Wednesday, April 9, 2003

Pawlenty talks budget plans

By RON LARSEN

Journal Staff Writer

MANKATO -- While criticizing the Senate DFL majority's budget-cutting proposal, Gov. Tim Pawlenty acknowledged the House Republicans' plan, which partially restores some of his deeper cuts, may make it more difficult for him to hold the line on cuts.

"Well, it doesn't help, but the good news is that they did it without raising taxes," Pawlenty said at an airport news conference here Tuesday. "The House Republican plan is 97 percent of our plan so it's very close, and we appreciate that."

However, Pawlenty said there are "some differences" in terms of some spending.

"We're not opposed necessarily to the areas that they want to put some money back into, but we are a little bit concerned about is the way they have financed it. They have financed it by proposing more gambling in Minnesota which concerns me," Pawlenty said.

"Also I'm not sure it would pass the Legislature in terms of being a state revenue source. The other thing is they have booked some monies which are holding salaries and benefits of state employees flat," Pawlenty said.

The problem is, Pawlenty said, the state forecast already assumed they were going to be flat.

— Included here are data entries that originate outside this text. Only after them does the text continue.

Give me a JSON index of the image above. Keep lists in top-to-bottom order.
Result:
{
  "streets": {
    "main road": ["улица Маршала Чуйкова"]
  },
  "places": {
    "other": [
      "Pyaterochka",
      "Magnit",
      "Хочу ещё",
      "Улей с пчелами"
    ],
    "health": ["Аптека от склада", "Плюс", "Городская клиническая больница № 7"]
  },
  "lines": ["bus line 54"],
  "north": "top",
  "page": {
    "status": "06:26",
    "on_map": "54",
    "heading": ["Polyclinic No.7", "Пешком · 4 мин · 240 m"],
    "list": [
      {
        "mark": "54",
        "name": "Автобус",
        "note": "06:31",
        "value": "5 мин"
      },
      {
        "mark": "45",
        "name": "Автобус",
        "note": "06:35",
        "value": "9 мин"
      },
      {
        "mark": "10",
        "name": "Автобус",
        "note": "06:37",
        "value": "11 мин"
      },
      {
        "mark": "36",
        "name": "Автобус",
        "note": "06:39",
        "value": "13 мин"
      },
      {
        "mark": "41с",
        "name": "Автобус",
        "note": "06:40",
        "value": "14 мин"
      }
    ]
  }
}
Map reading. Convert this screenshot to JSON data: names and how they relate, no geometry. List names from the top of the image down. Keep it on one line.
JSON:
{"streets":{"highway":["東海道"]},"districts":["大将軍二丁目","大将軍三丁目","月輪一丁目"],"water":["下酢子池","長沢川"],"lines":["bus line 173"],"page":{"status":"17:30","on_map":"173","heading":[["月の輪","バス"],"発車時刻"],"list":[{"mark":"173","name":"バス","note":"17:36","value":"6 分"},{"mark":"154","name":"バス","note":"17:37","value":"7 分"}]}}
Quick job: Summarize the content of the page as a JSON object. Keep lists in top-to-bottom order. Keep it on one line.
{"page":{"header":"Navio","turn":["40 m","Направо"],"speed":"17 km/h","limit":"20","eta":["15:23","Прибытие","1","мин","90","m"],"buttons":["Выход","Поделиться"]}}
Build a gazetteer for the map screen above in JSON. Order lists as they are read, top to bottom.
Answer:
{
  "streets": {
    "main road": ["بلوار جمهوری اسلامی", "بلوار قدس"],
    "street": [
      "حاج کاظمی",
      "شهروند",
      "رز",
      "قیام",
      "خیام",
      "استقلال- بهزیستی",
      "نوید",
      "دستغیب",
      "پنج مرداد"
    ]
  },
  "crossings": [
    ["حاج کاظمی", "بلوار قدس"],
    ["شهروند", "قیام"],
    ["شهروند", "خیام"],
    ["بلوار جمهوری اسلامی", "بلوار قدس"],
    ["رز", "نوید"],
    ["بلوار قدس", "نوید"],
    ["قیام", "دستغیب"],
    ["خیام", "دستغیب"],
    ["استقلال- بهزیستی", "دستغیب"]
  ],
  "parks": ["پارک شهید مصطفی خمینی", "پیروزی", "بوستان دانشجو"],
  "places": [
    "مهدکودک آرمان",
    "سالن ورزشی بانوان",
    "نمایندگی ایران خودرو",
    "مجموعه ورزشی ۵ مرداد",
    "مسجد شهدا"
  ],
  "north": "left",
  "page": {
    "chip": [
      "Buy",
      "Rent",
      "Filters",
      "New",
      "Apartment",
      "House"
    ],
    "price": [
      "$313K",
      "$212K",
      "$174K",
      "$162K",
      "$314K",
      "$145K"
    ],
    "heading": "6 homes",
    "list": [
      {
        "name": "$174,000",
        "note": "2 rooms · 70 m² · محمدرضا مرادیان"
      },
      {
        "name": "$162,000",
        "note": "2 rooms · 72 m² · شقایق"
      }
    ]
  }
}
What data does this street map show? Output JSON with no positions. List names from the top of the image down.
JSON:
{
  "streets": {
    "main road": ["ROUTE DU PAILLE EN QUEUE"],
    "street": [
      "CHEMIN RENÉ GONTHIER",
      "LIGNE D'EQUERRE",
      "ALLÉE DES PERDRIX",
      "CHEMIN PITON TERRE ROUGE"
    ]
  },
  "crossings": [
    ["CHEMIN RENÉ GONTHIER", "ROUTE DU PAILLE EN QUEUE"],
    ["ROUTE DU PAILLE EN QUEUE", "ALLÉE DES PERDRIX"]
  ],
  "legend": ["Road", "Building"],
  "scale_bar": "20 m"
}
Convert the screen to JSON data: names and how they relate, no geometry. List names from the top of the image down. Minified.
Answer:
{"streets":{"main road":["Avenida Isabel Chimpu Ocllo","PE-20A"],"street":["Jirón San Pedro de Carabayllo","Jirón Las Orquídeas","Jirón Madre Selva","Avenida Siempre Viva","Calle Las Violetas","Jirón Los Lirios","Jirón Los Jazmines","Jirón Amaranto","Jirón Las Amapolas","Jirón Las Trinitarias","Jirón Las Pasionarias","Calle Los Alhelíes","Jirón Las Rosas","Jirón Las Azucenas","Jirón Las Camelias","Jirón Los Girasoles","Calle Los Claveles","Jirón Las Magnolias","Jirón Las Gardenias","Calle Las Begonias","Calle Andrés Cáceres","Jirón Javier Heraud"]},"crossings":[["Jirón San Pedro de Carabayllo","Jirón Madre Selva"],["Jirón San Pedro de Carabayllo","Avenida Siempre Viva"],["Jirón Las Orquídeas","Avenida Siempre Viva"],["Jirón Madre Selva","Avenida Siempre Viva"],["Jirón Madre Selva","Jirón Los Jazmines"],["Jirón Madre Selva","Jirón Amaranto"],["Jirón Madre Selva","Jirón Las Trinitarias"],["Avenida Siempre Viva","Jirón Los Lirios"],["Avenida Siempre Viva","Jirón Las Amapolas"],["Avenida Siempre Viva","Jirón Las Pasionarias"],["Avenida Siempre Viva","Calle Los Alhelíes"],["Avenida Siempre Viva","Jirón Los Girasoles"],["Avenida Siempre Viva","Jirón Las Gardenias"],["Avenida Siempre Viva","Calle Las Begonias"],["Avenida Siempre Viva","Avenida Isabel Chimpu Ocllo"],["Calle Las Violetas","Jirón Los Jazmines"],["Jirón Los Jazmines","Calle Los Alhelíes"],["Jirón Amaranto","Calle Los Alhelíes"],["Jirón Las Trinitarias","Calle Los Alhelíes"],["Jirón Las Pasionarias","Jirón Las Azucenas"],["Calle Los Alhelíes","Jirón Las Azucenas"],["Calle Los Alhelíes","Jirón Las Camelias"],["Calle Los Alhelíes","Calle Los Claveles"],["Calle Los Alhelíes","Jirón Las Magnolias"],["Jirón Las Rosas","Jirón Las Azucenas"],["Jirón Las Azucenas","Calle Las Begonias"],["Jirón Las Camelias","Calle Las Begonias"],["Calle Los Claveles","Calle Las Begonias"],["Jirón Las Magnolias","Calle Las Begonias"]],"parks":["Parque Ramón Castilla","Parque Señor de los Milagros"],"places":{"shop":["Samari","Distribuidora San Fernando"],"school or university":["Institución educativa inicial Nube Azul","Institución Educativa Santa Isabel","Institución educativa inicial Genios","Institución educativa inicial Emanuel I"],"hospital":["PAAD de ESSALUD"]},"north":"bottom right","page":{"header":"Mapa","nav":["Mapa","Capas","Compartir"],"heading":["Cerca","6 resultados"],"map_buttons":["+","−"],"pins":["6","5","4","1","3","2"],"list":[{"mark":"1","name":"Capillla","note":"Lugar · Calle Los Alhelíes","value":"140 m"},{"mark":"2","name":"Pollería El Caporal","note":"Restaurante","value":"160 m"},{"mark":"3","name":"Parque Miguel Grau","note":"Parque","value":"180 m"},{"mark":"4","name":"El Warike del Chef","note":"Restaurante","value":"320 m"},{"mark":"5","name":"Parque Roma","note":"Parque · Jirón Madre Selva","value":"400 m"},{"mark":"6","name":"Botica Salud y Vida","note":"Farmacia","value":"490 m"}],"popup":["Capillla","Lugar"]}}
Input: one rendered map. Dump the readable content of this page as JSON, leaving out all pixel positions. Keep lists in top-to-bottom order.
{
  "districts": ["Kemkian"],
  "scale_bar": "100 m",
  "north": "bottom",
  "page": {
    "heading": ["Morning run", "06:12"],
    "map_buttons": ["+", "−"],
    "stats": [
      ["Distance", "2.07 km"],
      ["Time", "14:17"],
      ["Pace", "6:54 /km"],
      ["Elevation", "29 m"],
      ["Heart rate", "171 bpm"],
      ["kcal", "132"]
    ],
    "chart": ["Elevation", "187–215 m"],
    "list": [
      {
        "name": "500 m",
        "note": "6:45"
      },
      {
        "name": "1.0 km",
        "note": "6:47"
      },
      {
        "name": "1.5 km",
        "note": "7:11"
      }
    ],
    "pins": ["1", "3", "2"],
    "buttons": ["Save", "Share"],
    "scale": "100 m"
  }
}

"So, you can't book a savings for holding them flat when the forecast already assumes they are flat. You actually have to do something by way of repeal or reversal in order to get some additional savings so we'll wait to see how the House Republicans address that," Pawlenty said..

"We're interested in trying to alleviate some of the difficulties that these cuts cause, but we've gotta make sure that the way we finance them is responsible so we'll look at that."

Accompanied by his finance commissioner, Dan McElroy, Pawlenty held news conferences in seven Minnesota cities Tuesday. Mankato was the sixth stop on the flying junket that started in Duluth Tuesday morning. Rochester was his last stop.

He produced a broken 78 rpm record to illustrate his view that Senate DFLers in announcing their budget-cutting package Monday. That plan is financed with more than $1 billion in increased income taxes for the wealthy and a dollar-a-pack increase in cigarette taxes.

McElroy called the cigarette-tax hike is the "most regressive tax there is, and it impacts lower-income Minnesotans."

Pawlenty said all the Democrats "seem to know is to raise taxes. That's why we say they're sounding like a broken record."